Event Description:
The state is back, and it means business. Since the turn of the 21st century, state-owned enterprises, sovereign funds, and policy banks have vastly expanded their control over assets and markets. Concurrently, governments have experimented with increasingly assertive modalities of statism, from techno-industrial policies and spatial development strategies to economic nationalism and trade and investment restrictions. Based on our book The Spectre of State Capitalism, (Oxford University Press, 2022 ) we argue that the proliferation of muscular modalities of statist interventionism and the increasing concentration of capital in the hands of states indicate foundational shifts in global capitalism.
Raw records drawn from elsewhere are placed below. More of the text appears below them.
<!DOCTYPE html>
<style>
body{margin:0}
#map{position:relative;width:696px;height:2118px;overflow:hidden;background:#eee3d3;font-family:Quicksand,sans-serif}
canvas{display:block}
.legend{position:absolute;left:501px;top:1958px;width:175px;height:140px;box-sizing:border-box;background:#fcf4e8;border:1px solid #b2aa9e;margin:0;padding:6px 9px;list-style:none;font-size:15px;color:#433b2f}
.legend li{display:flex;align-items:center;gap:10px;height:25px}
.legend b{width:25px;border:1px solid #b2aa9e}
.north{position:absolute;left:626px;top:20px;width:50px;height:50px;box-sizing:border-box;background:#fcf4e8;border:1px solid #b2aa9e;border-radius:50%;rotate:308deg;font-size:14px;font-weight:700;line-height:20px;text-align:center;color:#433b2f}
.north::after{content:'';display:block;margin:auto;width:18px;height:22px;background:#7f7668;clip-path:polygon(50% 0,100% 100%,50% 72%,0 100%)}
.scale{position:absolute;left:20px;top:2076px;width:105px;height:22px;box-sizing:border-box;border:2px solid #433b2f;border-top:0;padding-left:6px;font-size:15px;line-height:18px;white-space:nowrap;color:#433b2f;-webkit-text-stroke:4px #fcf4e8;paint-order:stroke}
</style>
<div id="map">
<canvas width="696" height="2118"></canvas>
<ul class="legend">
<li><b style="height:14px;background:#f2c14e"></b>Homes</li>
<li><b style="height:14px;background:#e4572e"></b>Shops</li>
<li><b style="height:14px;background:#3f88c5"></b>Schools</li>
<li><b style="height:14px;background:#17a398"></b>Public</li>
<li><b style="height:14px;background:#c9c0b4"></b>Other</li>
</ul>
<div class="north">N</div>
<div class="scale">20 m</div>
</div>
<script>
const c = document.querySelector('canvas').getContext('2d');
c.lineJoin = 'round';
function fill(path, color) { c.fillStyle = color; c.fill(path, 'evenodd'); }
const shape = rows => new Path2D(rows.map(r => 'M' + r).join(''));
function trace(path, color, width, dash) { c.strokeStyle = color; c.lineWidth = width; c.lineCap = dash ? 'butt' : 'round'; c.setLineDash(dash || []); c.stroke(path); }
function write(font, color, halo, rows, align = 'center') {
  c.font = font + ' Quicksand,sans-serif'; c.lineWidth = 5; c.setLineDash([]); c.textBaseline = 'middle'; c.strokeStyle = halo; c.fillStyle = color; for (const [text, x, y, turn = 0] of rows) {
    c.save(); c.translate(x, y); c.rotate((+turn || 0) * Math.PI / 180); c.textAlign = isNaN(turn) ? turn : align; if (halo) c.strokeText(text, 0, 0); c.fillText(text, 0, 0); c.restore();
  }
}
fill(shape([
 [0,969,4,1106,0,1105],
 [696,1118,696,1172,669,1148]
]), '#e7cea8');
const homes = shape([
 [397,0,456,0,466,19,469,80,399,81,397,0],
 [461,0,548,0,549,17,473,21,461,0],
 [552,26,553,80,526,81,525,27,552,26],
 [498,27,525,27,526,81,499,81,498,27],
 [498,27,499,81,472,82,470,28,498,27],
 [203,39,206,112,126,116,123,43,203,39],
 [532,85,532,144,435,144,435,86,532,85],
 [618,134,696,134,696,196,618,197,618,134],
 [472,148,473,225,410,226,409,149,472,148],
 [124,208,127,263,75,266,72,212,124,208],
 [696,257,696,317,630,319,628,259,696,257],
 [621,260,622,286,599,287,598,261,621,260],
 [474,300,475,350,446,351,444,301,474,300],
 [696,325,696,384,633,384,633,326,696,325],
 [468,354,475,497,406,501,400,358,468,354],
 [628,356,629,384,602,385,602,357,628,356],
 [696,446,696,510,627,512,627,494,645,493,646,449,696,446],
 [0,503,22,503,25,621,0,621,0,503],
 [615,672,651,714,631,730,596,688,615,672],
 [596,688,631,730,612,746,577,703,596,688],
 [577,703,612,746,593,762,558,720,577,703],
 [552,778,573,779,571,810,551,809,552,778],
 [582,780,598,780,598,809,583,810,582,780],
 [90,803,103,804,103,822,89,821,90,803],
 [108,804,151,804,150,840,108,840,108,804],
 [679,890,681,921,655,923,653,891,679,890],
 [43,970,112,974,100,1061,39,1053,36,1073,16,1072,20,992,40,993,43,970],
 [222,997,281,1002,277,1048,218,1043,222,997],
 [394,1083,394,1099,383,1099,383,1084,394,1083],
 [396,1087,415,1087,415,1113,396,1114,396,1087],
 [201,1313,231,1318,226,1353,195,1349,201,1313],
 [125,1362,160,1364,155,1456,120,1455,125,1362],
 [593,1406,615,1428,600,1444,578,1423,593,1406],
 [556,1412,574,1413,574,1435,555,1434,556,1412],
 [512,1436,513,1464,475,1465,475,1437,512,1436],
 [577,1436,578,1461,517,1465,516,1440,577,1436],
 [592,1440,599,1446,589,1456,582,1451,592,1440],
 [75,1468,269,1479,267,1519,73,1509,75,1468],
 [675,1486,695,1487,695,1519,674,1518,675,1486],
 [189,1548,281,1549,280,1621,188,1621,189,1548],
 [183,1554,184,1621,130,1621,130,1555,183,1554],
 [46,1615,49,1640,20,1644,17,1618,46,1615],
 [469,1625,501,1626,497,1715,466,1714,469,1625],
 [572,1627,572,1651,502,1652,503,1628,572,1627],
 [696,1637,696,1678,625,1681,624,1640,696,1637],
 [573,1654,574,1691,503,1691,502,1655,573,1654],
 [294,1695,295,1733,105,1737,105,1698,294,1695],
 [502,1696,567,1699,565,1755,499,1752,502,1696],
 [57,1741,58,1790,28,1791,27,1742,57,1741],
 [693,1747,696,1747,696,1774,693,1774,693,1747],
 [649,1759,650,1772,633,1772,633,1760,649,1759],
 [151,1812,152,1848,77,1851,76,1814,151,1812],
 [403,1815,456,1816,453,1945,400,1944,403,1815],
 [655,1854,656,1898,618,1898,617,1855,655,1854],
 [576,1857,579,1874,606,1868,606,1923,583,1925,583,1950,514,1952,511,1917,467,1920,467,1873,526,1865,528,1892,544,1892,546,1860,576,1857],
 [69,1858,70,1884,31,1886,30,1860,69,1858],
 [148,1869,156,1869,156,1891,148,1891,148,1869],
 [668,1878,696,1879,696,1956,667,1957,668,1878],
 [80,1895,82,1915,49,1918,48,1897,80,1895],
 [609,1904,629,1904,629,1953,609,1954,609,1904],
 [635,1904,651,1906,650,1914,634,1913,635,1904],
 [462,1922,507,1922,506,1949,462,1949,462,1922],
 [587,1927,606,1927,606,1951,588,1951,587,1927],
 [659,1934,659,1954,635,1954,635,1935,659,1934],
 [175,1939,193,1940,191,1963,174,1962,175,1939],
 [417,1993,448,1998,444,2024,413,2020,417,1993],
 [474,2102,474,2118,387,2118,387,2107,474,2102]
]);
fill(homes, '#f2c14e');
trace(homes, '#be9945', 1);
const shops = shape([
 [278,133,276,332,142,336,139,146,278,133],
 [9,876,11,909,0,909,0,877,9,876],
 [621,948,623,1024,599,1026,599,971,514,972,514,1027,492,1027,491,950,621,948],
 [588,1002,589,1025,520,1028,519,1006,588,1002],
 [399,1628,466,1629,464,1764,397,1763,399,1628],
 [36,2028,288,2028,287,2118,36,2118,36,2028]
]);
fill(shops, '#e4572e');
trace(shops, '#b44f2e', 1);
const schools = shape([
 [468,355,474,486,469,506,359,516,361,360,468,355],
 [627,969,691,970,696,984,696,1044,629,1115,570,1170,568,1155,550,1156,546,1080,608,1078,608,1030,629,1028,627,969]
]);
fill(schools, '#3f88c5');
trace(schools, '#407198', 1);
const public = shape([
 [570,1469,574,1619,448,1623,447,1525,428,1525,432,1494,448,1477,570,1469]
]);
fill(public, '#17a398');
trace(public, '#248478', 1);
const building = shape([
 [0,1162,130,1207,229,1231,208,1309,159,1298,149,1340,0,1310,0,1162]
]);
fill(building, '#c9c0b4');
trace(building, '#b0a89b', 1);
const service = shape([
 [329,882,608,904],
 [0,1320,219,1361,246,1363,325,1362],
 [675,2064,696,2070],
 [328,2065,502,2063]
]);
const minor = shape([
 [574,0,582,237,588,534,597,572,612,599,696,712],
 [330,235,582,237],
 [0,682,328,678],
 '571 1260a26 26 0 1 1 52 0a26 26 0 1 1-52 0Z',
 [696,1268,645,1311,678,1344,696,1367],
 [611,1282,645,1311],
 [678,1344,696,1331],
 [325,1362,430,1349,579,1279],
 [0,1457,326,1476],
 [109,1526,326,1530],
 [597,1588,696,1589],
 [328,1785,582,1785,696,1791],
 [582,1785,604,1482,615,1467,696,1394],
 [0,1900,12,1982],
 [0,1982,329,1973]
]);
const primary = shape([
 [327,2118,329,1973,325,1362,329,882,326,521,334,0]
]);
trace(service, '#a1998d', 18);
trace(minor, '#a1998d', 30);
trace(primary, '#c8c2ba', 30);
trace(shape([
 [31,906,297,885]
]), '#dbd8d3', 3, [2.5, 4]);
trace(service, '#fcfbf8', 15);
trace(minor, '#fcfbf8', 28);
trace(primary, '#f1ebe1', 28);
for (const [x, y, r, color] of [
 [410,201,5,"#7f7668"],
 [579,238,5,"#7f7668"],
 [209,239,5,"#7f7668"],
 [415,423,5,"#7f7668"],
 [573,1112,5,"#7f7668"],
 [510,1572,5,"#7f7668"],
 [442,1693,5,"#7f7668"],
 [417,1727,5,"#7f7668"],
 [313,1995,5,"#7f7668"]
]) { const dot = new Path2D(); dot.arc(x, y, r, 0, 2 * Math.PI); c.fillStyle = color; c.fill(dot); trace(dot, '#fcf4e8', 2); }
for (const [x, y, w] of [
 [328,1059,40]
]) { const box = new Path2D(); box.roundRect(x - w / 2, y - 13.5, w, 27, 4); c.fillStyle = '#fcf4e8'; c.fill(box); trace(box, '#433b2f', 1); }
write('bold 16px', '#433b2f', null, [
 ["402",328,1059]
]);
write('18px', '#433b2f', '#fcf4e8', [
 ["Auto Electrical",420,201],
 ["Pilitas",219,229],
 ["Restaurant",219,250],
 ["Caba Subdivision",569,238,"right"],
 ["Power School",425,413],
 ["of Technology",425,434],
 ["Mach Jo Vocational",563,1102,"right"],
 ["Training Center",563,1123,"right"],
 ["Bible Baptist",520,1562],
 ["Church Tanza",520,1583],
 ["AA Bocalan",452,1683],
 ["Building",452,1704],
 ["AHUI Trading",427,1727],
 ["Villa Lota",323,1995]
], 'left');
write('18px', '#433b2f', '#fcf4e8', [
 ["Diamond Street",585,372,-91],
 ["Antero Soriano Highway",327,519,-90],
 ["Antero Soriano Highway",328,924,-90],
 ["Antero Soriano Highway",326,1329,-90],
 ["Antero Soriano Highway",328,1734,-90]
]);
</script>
This includes a growing fusion of private and state capital, and the development of flexible and liquid forms of property that collapse the distinction between state and private ownership, control, and management. This has fundamental implications for the nature and operations of global capitalism and world politics.
Location: Bush House SE1.05, King's College London
About the speakers:
Dr Ilias Alami is an Assistant Professor in the Political Economy of Development in the Centre of Development Studies and the Department of Politics and International Studies at the University of Cambridge. Prior to joining Cambridge, he held research and teaching positions at Uppsala University, Maastricht University, and Manchester University. He also held visiting positions at the Getulio Vargas Foundation in Sao Paulo, the University of Johannesburg, and Sciences Po Paris. He holds a PhD in Politics from the University of Manchester. He is the author of Money Power and Financial Capital in Emerging Markets: Facing the Liquidity Tsunami (Routledge, 2019) and (with Adam Dixon) The Spectre of State Capitalism (Oxford University Press, 2024).
Professor Adam Dixon hold the Adam Smith Chair in Sustainable Capitalism at Herriot Watt University, Edinburgh where he is Director of the Panmure House Project – based in Adam Smith’s final residence – Panmure House. Professor Dixon has previously held positions at University of Bristol and Maastricht where he led a large European Research Council project on Sovereign Wealth Funds. His works include The Spectre of State Capitalism (Oxford University Press: 2024); The Political Economy of Geo-economics: Europe in a Changing World (Palgrave, 2022); The New Frontier Investors (Palgrave 2016), and The New Geography of Capitalism (Oxford University Press, 2024).